A Dagoberto Carrizo Cedeño

Todos los días vuelvo a aquel niño
Detenido en el tiempo. Cuida de las constelaciones
Como si el polvo lunar estallara en nuestras conciencias.
Su fragilidad vuelve a repetirse cuando terciábamos en el horizonte
Una llamada de la lluvia
y era la nostalgia,
el pasaporte más inmediato.
Nunca atrapó un pájaro
Más los pájaros lo convocaron a que ejecutara el acordeón como si fuese un aleteo.
Fue único y plausible como una lágrima, como una vuelta a casa.
Dago vino con sus ojos rasgados a escudriñar el viento.
Veía el sol declinar hasta su frente en los atardeceres de una hamaca.
Lo arrullaron desde niño con todas las canciones del corotú llorón.
Reía solo acunando panes y festines de alegría.
A todos nos llamaba con otros nombres; Angái, Yaya, Bibí, Cacá, Umbú,
Inguín, Inguita.
¿Cómo llamarte con tu propio nombre en tu lenguaje mismo?
¿Cómo descifrar aquellos temblores risorios o esos sueños
De manito ocueño que habitaron tus días?
Pero te has ido.

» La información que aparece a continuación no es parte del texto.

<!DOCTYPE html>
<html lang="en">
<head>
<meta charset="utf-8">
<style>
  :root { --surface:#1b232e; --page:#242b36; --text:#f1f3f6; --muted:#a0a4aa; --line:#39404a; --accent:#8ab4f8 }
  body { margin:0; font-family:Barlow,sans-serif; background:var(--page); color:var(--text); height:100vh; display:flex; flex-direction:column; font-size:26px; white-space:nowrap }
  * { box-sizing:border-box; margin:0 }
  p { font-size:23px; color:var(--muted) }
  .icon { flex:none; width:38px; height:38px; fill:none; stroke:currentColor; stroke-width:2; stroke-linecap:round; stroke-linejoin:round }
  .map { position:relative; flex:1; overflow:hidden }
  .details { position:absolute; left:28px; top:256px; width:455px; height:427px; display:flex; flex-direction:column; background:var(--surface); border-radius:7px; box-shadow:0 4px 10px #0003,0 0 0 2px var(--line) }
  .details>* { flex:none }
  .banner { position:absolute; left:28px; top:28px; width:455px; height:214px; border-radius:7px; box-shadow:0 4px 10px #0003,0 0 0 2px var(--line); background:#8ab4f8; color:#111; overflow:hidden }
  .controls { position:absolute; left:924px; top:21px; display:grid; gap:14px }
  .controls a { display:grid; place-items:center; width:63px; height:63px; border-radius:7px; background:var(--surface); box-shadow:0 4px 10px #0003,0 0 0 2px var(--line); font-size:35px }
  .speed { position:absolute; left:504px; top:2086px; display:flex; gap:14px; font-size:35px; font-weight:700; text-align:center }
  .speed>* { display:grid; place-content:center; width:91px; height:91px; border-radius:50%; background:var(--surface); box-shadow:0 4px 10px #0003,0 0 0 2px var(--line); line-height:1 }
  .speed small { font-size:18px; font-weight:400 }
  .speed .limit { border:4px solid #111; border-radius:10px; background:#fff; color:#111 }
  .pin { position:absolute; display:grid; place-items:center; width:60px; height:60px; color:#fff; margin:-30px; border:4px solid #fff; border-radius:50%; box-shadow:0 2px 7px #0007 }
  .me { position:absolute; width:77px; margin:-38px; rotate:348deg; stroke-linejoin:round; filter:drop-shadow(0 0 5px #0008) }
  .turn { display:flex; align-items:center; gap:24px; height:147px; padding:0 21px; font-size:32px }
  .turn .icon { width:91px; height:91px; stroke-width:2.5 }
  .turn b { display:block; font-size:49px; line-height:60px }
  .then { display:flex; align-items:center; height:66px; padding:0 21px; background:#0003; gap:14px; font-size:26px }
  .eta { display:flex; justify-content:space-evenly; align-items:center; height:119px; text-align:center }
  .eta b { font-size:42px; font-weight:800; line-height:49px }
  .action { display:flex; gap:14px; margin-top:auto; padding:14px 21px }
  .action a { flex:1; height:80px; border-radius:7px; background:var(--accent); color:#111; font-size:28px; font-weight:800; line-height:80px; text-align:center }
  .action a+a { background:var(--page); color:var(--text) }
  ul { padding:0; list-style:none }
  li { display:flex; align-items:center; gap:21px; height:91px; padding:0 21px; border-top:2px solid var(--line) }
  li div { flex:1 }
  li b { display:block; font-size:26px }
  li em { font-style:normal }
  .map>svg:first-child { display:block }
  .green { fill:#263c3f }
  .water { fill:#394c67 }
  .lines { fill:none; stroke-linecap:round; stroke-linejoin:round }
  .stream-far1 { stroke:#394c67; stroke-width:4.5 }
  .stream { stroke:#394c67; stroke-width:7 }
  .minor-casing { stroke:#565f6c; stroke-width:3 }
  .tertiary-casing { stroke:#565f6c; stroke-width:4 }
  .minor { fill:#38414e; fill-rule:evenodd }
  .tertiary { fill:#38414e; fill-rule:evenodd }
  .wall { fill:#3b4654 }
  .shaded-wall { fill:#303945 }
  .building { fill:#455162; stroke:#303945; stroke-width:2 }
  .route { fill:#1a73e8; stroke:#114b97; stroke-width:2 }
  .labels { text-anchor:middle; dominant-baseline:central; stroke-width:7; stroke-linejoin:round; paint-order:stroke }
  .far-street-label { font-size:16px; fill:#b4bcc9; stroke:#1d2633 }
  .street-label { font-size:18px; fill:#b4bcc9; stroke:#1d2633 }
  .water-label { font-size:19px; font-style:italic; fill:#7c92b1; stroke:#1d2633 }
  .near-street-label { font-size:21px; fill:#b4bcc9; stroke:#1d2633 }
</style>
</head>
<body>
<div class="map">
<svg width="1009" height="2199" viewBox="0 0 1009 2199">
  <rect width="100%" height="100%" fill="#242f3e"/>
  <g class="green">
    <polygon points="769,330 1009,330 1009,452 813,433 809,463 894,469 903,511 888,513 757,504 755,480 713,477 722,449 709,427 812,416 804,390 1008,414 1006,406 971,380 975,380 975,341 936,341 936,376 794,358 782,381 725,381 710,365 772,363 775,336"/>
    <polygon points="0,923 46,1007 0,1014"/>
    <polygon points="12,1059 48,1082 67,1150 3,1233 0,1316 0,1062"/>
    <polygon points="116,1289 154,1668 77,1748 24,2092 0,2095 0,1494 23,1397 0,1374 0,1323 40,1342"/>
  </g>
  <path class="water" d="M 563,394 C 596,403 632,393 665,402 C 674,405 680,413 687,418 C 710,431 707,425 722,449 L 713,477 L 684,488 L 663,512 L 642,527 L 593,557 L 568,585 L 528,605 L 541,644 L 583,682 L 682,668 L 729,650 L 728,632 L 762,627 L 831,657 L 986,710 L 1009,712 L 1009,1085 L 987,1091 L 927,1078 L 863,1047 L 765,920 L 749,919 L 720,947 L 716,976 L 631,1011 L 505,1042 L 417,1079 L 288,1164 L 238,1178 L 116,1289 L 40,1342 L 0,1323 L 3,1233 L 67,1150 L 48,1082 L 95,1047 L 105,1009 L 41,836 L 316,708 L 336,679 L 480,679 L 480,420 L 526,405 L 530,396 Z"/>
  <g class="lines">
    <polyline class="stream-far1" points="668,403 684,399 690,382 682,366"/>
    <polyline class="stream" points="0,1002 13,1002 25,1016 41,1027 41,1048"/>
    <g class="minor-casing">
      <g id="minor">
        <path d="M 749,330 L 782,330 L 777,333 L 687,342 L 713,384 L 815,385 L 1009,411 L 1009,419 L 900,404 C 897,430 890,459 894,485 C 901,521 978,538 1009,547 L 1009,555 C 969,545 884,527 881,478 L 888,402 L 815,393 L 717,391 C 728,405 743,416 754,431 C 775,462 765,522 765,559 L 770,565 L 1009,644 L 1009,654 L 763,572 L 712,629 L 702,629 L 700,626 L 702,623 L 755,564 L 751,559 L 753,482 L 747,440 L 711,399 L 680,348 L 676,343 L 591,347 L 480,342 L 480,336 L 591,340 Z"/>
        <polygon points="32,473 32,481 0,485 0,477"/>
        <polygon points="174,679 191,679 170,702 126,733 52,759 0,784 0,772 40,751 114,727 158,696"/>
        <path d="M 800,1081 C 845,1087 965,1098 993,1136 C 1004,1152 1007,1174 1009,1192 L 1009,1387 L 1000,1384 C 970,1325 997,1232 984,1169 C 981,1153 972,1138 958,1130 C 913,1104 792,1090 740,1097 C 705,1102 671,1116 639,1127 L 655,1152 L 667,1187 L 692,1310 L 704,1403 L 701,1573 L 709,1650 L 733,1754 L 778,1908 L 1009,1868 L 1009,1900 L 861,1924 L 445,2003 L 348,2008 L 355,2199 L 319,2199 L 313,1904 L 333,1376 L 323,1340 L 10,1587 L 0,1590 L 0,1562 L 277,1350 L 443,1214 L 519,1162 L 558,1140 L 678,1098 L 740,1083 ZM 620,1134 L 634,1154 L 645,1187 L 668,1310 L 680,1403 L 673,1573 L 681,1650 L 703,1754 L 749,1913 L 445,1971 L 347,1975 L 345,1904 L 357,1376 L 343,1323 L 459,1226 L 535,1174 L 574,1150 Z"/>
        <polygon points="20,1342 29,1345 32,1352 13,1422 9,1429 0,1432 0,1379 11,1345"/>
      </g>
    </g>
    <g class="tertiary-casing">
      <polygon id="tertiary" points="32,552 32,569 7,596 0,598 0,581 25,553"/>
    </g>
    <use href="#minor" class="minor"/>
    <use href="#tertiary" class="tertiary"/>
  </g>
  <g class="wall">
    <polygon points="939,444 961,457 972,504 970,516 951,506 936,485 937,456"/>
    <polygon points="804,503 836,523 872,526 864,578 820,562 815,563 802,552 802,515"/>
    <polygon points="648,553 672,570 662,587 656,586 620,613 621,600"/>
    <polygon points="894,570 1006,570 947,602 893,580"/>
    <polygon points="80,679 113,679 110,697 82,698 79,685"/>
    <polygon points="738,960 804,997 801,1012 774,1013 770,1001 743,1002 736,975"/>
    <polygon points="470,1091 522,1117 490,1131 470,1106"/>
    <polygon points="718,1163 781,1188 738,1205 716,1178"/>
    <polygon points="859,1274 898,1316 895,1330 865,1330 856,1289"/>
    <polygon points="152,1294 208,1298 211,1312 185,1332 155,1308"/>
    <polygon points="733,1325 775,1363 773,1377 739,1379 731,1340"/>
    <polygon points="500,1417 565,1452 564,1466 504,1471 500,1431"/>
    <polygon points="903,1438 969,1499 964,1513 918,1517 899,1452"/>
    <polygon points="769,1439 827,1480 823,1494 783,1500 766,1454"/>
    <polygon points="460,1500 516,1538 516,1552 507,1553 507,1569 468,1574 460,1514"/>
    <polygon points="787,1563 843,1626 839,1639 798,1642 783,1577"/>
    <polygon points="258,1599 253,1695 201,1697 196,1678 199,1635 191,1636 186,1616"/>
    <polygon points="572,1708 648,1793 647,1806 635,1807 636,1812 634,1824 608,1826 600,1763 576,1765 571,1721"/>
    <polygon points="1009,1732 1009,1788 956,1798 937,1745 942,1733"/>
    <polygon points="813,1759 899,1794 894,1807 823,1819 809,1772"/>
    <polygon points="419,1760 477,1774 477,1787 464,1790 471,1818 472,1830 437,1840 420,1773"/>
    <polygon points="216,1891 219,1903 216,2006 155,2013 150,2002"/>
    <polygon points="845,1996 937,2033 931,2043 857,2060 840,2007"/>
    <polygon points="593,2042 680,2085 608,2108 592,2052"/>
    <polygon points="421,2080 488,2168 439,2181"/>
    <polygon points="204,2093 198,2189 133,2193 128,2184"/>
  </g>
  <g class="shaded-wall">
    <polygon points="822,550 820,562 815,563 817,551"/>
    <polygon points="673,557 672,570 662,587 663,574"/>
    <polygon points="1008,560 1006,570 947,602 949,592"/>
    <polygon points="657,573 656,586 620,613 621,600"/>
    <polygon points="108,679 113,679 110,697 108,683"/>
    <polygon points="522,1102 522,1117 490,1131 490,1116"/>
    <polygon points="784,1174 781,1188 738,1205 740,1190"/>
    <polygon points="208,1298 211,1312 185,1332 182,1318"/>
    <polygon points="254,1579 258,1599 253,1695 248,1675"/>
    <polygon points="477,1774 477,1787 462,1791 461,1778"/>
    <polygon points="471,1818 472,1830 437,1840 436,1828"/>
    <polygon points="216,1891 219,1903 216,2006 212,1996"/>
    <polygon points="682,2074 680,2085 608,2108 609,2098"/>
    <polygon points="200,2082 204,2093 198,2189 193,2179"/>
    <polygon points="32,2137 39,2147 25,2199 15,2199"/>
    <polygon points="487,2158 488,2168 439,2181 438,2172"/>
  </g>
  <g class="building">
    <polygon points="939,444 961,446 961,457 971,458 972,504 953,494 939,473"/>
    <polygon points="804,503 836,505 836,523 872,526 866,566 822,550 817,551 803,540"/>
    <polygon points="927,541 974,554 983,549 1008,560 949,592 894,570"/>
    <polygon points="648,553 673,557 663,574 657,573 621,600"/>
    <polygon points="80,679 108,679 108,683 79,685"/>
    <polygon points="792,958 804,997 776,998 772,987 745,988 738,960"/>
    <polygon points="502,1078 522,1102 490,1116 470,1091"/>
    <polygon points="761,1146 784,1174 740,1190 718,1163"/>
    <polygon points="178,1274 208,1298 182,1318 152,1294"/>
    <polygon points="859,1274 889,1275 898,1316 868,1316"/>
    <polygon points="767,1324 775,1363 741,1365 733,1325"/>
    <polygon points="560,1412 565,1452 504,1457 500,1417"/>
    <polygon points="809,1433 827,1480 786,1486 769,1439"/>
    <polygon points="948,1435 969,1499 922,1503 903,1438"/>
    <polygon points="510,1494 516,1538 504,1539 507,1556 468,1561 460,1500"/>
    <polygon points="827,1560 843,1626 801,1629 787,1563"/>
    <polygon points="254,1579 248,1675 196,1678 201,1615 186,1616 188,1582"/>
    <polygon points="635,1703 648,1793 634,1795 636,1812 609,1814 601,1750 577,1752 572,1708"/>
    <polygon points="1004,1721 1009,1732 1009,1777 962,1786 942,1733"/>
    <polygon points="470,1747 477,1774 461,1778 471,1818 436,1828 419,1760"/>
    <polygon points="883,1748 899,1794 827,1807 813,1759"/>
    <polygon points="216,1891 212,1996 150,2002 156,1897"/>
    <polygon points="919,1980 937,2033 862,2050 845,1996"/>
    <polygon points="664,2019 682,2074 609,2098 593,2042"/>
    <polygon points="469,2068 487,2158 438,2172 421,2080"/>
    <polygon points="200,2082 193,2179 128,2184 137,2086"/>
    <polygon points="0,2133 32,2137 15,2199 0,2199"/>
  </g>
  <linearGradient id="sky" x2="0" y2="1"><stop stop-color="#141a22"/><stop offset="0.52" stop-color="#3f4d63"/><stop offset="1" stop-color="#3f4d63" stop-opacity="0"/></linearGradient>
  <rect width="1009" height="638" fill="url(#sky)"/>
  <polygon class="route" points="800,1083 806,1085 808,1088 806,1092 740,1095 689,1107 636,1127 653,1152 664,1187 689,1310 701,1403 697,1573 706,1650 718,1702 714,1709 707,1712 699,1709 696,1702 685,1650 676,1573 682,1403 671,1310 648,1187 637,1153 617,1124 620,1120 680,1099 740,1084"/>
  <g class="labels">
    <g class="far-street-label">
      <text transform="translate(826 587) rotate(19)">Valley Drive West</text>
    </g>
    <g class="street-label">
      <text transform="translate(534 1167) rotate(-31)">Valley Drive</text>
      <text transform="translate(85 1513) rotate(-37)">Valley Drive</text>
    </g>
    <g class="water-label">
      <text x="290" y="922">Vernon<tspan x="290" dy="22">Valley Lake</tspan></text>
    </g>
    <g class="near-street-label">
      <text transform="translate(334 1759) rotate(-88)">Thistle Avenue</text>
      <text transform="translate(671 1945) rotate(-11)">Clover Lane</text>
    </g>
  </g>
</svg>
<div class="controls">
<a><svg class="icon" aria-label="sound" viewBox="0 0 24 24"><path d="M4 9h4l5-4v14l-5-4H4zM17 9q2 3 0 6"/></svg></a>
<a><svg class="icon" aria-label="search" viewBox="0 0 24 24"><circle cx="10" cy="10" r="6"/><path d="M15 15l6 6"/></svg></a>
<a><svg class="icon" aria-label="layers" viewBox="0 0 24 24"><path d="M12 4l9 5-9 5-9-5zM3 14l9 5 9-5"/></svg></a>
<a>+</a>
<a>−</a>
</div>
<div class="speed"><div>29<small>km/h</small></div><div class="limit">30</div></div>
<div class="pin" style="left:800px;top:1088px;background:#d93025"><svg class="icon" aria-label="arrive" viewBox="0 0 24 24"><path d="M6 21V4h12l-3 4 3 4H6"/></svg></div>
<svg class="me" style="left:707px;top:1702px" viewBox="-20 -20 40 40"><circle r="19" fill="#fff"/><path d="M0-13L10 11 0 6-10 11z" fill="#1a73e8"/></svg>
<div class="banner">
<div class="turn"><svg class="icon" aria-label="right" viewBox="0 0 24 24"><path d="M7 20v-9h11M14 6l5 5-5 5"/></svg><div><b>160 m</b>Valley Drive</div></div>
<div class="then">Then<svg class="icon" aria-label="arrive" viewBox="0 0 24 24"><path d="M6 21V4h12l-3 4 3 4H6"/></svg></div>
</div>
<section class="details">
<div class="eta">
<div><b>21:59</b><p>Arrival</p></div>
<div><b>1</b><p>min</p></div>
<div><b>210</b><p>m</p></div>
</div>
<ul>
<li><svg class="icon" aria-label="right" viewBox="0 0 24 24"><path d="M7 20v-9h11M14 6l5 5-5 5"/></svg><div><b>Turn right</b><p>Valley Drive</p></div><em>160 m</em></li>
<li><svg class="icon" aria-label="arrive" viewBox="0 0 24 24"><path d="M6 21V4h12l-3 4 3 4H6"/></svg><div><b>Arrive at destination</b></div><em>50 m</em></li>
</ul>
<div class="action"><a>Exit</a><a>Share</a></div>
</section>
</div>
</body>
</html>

Un niño síndrome de Down ha muerto.
Hay gaviotas en torno al niño que jugaba con la hierba y traducía la página
de escarcha.
La música de las cigarras se ha apagado
En el crepúsculo. Ya los pinos hablan de otros juegos.
Los niños síndrome de Down tienen una ronda
Para descifrar el mundo, la aurora entre los bosques,
Un manojo de olas hasta encontrar la ternura
En la dulcedumbre de una madre, en la entrega filial de una maestra.
Del sur del arcoíris trajo sus gestos para crear un código idiomático:
Los dedos doblando hacia la boca para describir el hambre,
Un solo dedo enroscado para saborear
La montura de un helado,
Un soplo sobre el cuenco de la mano para proclamar la vaharada del café;
En sus labios fluía claramente la clave polimórfica del agua:
—Ía iaguaa.
Ahora, hay Dago en este poema, un vaso rebosado para calmar tu sed.